** WORK INSTRUCTIONS **
Your response should contain each line of the data that includes "this".

** RECORDS PROVIDED **
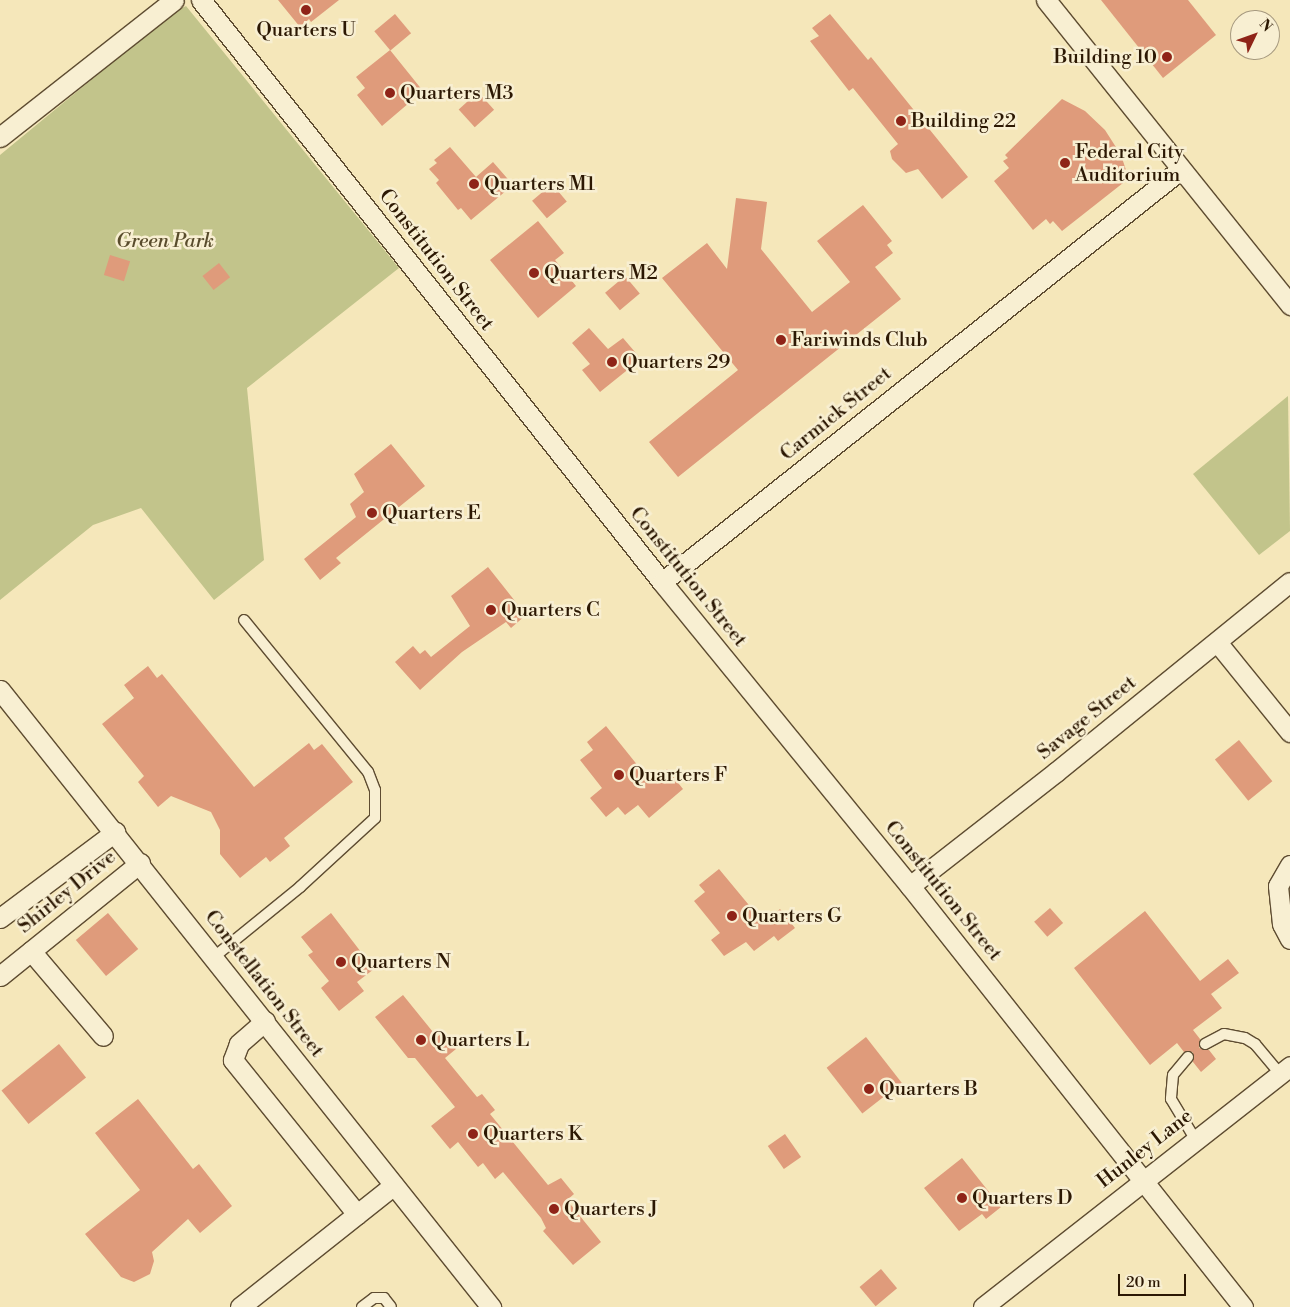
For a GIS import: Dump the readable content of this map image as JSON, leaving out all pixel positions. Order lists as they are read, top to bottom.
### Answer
{
  "streets": {
    "street": [
      "Constitution Street",
      "Carmick Street",
      "Savage Street",
      "Shirley Drive",
      "Constellation Street",
      "Hunley Lane"
    ]
  },
  "crossings": [
    ["Constitution Street", "Carmick Street"],
    ["Constitution Street", "Savage Street"],
    ["Constitution Street", "Hunley Lane"],
    ["Shirley Drive", "Constellation Street"]
  ],
  "parks": ["Green Park"],
  "places": [
    "Quarters U",
    "Building 10",
    "Quarters M3",
    "Building 22",
    "Federal City Auditorium",
    "Quarters M1",
    "Quarters M2",
    "Fariwinds Club",
    "Quarters 29",
    "Quarters E",
    "Quarters C",
    "Quarters F",
    "Quarters G",
    "Quarters N",
    "Quarters L",
    "Quarters B",
    "Quarters K",
    "Quarters D",
    "Quarters J"
  ],
  "scale_bar": "20 m",
  "north": "top right"
}
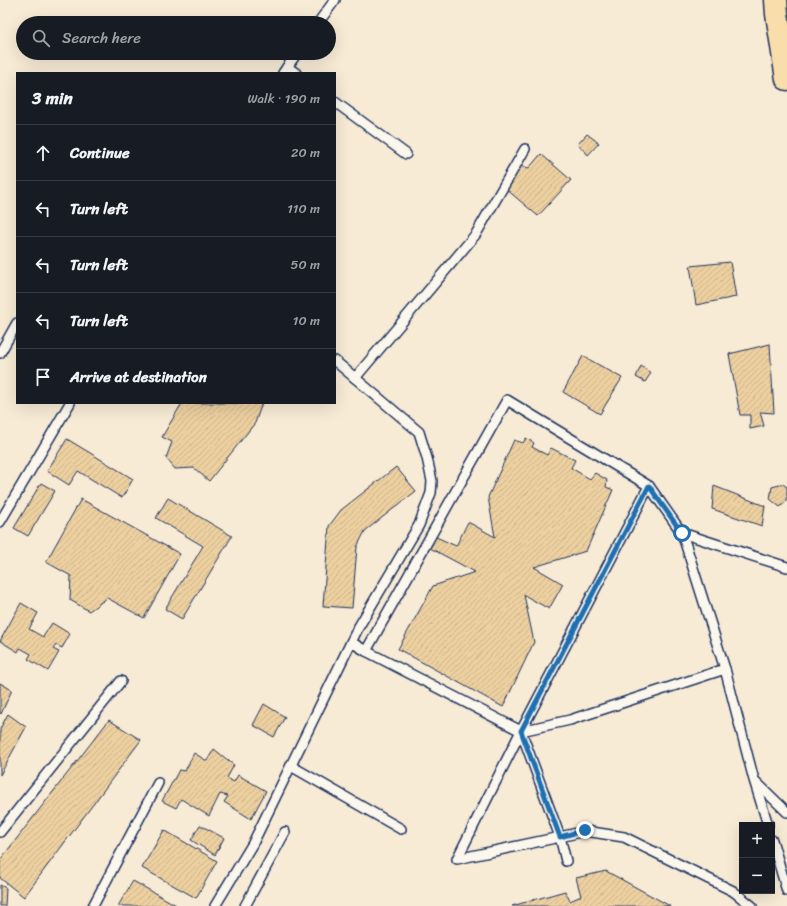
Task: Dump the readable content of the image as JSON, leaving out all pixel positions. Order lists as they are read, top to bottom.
{
  "page": {
    "search": "Search here",
    "heading": ["3 min", "Walk · 190 m"],
    "list": [
      ["Continue", "20 m"],
      ["Turn left", "110 m"],
      ["Turn left", "50 m"],
      ["Turn left", "10 m"],
      "Arrive at destination"
    ],
    "map_buttons": ["+", "−"]
  }
}
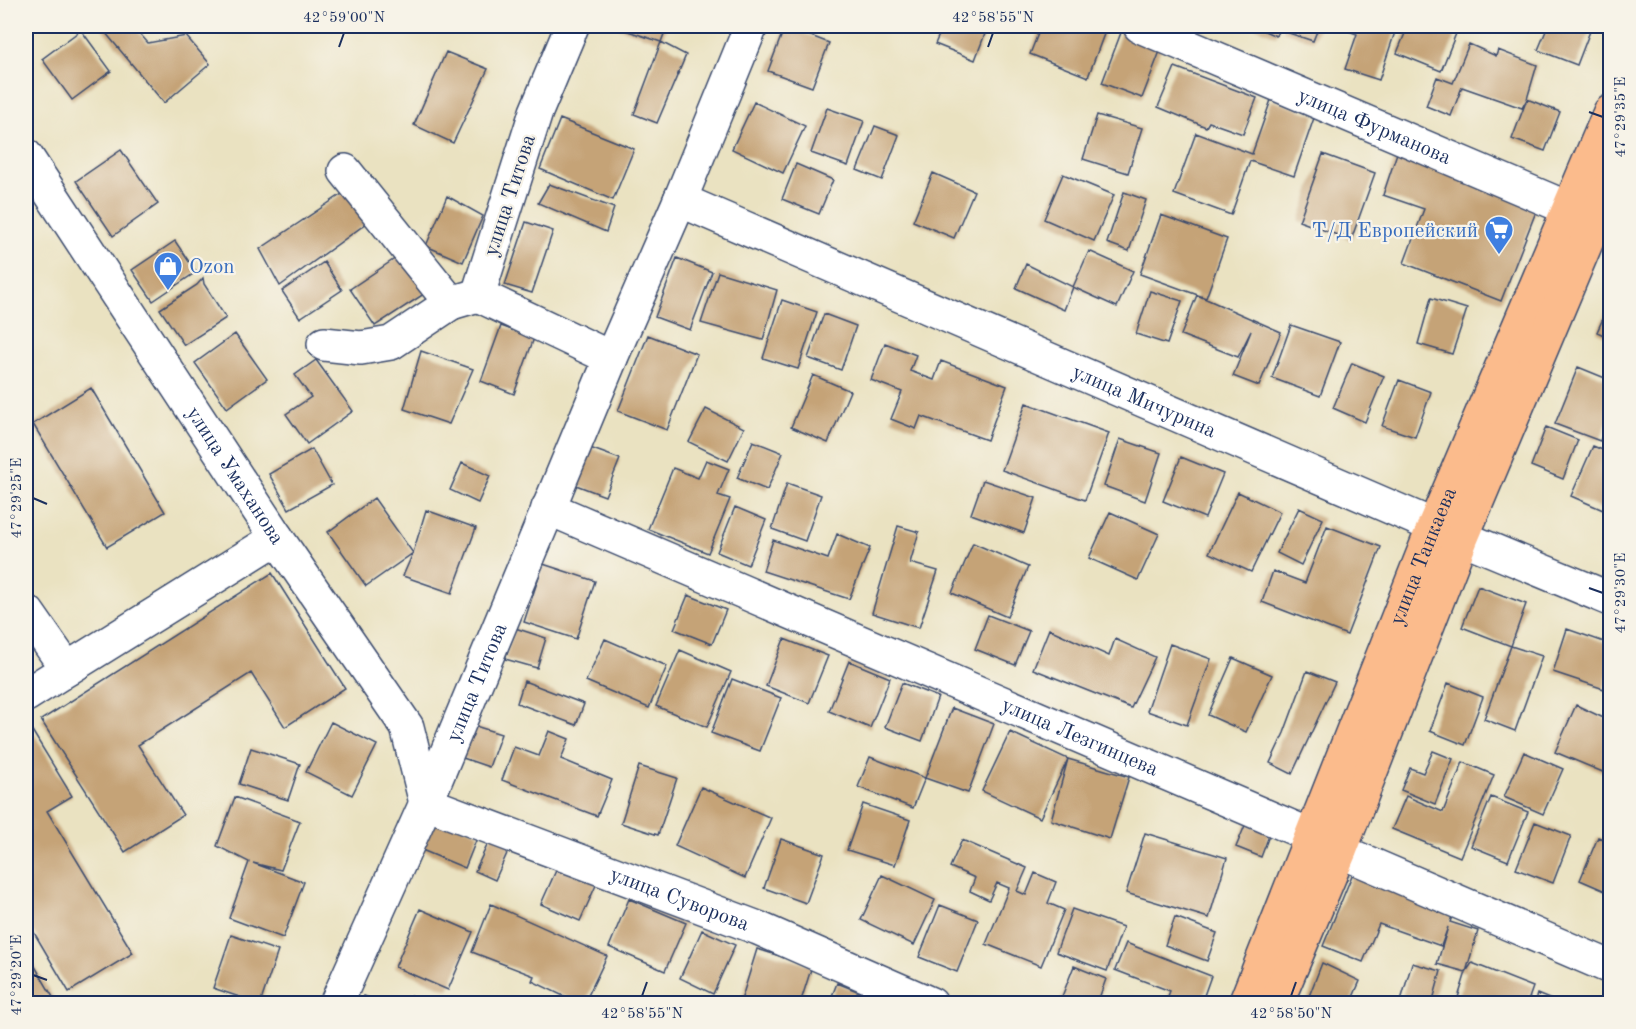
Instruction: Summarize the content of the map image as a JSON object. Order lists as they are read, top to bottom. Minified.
{"streets":{"main road":["улица Танкаева"],"street":["улица Фурманова","улица Титова","улица Мичурина","улица Умаханова","улица Лезгинцева","улица Суворова"]},"crossings":[["улица Фурманова","улица Танкаева"],["улица Титова","улица Мичурина"],["улица Титова","улица Умаханова"],["улица Титова","улица Лезгинцева"],["улица Титова","улица Суворова"],["улица Мичурина","улица Танкаева"],["улица Умаханова","улица Суворова"],["улица Танкаева","улица Лезгинцева"]],"places":{"supermarket":["Т/Д Европейский"],"shop":["Ozon"]},"coordinates":["42°59'00\"N","42°58'55\"N","47°29'35\"E","47°29'25\"E","47°29'30\"E","47°29'20\"E","42°58'50\"N"]}
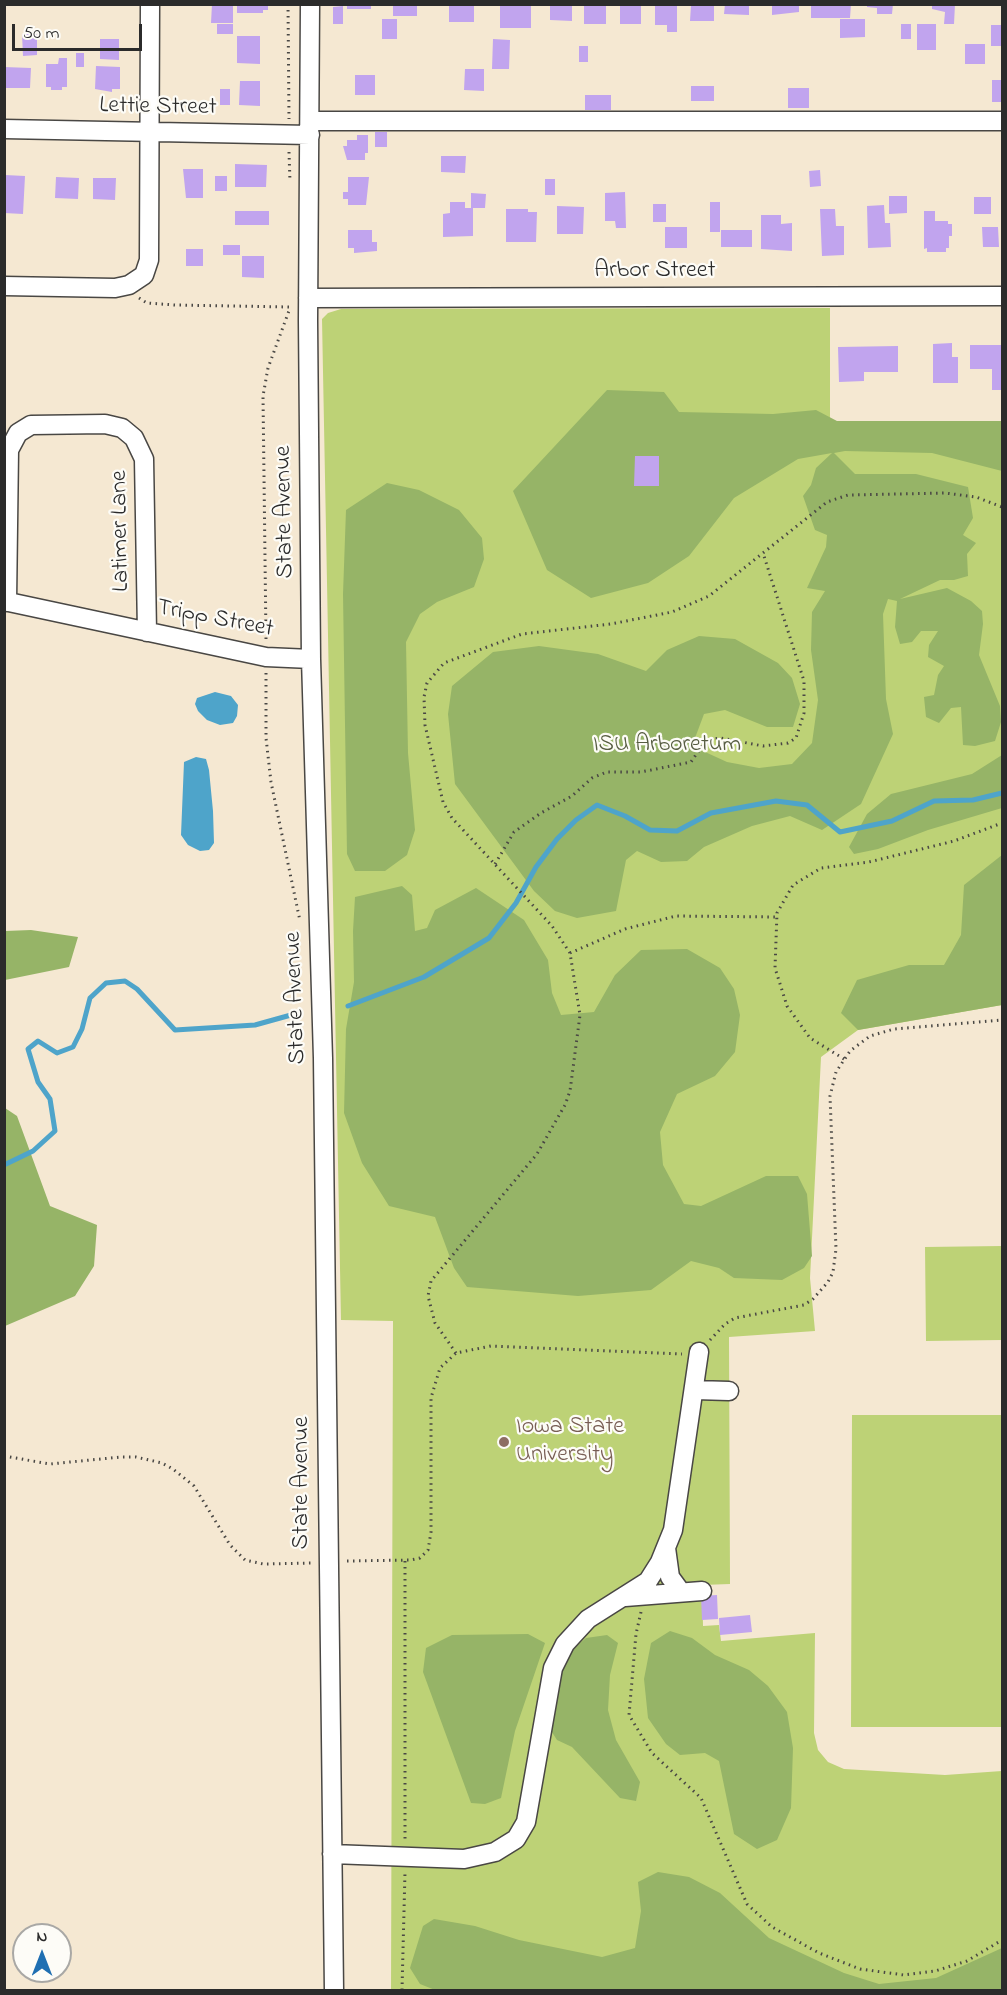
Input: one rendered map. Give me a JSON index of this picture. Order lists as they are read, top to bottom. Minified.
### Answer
{"streets":{"street":["Lettie Street","Arbor Street","State Avenue","Latimer Lane","Tripp Street"]},"crossings":[["Lettie Street","State Avenue"],["Arbor Street","State Avenue"],["State Avenue","Tripp Street"],["Latimer Lane","Tripp Street"]],"parks":["ISU Arboretum"],"places":["Iowa State University"],"scale_bar":"50 m","north":"top"}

** YOUR SOLUTION **
For a GIS import: Dump the readable content of this map image as JSON, leaving out all pixel positions. Order lists as they are read, top to bottom.
Input: one rendered map. Give me a JSON index of this picture. Order lists as they are read, top to bottom. Minified.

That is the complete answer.